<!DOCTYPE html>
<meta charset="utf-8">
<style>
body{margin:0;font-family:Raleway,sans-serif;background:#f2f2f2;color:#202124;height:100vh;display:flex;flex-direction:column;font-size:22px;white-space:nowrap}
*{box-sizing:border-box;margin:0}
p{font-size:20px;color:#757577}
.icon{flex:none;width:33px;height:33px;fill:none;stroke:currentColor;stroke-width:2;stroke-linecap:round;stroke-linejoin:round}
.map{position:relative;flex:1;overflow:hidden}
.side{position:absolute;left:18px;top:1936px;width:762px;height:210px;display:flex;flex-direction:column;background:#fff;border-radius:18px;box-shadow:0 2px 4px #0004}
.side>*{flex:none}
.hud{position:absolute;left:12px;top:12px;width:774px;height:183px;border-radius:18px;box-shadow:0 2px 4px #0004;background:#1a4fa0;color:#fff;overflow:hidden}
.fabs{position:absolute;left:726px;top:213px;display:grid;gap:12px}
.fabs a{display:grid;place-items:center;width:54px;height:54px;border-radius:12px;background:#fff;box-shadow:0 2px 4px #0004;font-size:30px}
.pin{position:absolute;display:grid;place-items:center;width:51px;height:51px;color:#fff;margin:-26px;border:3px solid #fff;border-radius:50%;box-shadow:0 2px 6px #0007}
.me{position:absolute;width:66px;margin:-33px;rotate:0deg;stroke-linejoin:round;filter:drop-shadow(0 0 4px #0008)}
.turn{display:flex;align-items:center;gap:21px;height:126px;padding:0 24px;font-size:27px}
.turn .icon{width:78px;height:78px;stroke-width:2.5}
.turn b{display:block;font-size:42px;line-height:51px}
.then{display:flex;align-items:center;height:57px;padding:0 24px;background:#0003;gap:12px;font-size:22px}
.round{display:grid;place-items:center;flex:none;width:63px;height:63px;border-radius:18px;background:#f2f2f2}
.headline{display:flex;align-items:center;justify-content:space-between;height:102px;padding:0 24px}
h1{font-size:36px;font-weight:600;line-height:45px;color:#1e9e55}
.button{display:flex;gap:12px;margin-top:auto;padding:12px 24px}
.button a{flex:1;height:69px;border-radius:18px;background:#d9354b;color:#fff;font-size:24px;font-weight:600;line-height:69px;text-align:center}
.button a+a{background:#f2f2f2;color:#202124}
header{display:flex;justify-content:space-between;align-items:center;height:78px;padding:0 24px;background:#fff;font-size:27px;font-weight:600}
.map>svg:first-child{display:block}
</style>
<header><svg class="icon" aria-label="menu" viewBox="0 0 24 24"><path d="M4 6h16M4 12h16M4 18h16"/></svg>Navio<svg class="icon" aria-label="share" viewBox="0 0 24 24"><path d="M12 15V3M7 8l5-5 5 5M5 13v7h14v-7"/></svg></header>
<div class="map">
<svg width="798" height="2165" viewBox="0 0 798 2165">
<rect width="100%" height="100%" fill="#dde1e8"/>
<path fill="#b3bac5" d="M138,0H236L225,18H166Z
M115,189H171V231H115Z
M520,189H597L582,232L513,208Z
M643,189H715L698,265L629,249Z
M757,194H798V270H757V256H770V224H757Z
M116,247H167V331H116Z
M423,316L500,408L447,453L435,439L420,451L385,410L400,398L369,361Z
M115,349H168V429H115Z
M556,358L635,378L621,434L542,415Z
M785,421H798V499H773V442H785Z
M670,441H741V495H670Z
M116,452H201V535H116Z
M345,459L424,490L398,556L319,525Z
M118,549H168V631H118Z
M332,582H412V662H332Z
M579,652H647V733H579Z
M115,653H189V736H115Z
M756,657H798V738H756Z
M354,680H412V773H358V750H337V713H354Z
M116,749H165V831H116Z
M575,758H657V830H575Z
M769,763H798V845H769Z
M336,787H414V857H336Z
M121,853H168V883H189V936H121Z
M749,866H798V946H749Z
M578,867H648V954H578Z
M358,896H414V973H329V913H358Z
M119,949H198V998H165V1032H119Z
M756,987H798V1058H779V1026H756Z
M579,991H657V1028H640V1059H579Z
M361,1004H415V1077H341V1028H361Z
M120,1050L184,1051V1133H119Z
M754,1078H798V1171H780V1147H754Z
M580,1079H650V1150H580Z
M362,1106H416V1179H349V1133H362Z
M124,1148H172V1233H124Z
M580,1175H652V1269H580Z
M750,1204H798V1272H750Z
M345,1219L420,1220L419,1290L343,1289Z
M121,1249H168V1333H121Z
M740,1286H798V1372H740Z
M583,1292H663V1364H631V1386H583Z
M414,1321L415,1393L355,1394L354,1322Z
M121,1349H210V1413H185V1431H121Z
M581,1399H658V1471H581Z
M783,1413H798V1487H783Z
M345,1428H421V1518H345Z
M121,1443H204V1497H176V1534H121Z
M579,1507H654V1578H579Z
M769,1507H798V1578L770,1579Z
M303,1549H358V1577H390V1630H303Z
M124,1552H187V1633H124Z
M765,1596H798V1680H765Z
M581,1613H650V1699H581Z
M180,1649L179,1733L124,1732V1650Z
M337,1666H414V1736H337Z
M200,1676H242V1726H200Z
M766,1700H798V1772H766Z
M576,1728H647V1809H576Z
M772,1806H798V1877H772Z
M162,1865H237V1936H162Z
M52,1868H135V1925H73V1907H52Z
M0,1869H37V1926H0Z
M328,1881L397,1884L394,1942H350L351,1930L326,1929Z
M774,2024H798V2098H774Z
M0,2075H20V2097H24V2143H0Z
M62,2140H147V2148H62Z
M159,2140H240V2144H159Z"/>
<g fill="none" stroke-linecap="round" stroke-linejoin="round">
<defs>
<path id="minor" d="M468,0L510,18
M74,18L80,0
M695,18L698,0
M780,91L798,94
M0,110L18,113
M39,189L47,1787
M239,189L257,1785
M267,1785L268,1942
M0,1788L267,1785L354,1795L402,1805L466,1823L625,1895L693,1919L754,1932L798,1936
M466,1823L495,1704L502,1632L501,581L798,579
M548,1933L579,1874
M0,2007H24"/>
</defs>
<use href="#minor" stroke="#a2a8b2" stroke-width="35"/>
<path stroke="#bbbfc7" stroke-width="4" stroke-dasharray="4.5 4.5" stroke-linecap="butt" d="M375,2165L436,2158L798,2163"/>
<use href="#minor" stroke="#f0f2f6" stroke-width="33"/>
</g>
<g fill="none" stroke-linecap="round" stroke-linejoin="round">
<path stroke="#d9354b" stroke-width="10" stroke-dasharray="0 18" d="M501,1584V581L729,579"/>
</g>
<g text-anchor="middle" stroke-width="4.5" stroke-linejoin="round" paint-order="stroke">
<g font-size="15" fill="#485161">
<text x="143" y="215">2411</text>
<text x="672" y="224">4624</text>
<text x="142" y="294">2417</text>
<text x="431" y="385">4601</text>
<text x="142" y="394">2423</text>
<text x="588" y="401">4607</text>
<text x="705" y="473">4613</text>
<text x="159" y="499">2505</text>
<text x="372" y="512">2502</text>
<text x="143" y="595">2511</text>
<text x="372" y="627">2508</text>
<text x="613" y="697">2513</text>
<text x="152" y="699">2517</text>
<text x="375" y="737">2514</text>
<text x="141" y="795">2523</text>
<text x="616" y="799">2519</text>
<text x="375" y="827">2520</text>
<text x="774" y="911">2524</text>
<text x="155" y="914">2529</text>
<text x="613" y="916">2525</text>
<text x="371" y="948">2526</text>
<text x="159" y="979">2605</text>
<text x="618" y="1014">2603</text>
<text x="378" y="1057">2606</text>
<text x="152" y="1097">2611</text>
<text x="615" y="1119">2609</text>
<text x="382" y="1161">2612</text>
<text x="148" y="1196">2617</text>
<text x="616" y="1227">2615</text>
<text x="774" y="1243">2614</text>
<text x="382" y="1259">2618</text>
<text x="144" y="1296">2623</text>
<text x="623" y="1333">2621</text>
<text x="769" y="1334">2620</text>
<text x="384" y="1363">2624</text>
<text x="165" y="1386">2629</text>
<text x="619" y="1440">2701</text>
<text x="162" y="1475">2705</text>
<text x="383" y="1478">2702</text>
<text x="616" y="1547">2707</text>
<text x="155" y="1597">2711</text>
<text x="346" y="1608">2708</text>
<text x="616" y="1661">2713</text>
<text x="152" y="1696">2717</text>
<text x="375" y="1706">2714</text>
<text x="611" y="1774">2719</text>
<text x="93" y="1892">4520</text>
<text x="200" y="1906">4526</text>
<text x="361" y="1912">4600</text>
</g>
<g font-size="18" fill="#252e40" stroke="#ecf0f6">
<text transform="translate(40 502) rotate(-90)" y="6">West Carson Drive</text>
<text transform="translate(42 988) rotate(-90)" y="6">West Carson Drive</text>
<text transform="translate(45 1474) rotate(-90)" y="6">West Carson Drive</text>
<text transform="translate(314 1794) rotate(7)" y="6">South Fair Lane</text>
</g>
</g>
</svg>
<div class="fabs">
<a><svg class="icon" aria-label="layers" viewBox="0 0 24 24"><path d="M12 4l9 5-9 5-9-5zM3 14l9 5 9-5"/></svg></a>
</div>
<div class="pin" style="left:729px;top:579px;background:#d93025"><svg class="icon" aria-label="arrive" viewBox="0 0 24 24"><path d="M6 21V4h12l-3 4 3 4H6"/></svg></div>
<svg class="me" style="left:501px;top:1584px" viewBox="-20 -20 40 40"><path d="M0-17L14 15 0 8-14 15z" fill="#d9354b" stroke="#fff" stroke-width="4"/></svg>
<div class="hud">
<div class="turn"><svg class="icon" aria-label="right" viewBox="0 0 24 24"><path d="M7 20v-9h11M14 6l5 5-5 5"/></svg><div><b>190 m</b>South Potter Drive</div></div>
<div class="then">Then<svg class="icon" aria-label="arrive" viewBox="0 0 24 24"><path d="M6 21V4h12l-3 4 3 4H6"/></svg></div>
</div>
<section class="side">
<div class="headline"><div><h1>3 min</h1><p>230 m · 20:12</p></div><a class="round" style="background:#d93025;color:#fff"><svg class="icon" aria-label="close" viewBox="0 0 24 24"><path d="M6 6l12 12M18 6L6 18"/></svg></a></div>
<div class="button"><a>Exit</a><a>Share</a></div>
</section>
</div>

- - -

▶ _What the exercise asks_
Where a line above contains the string "content", copy that line.

▶ _Response_
.headline{display:flex;align-items:center;justify-content:space-between;height:102px;padding:0 24px}
header{display:flex;justify-content:space-between;align-items:center;height:78px;padding:0 24px;background:#fff;font-size:27px;font-weight:600}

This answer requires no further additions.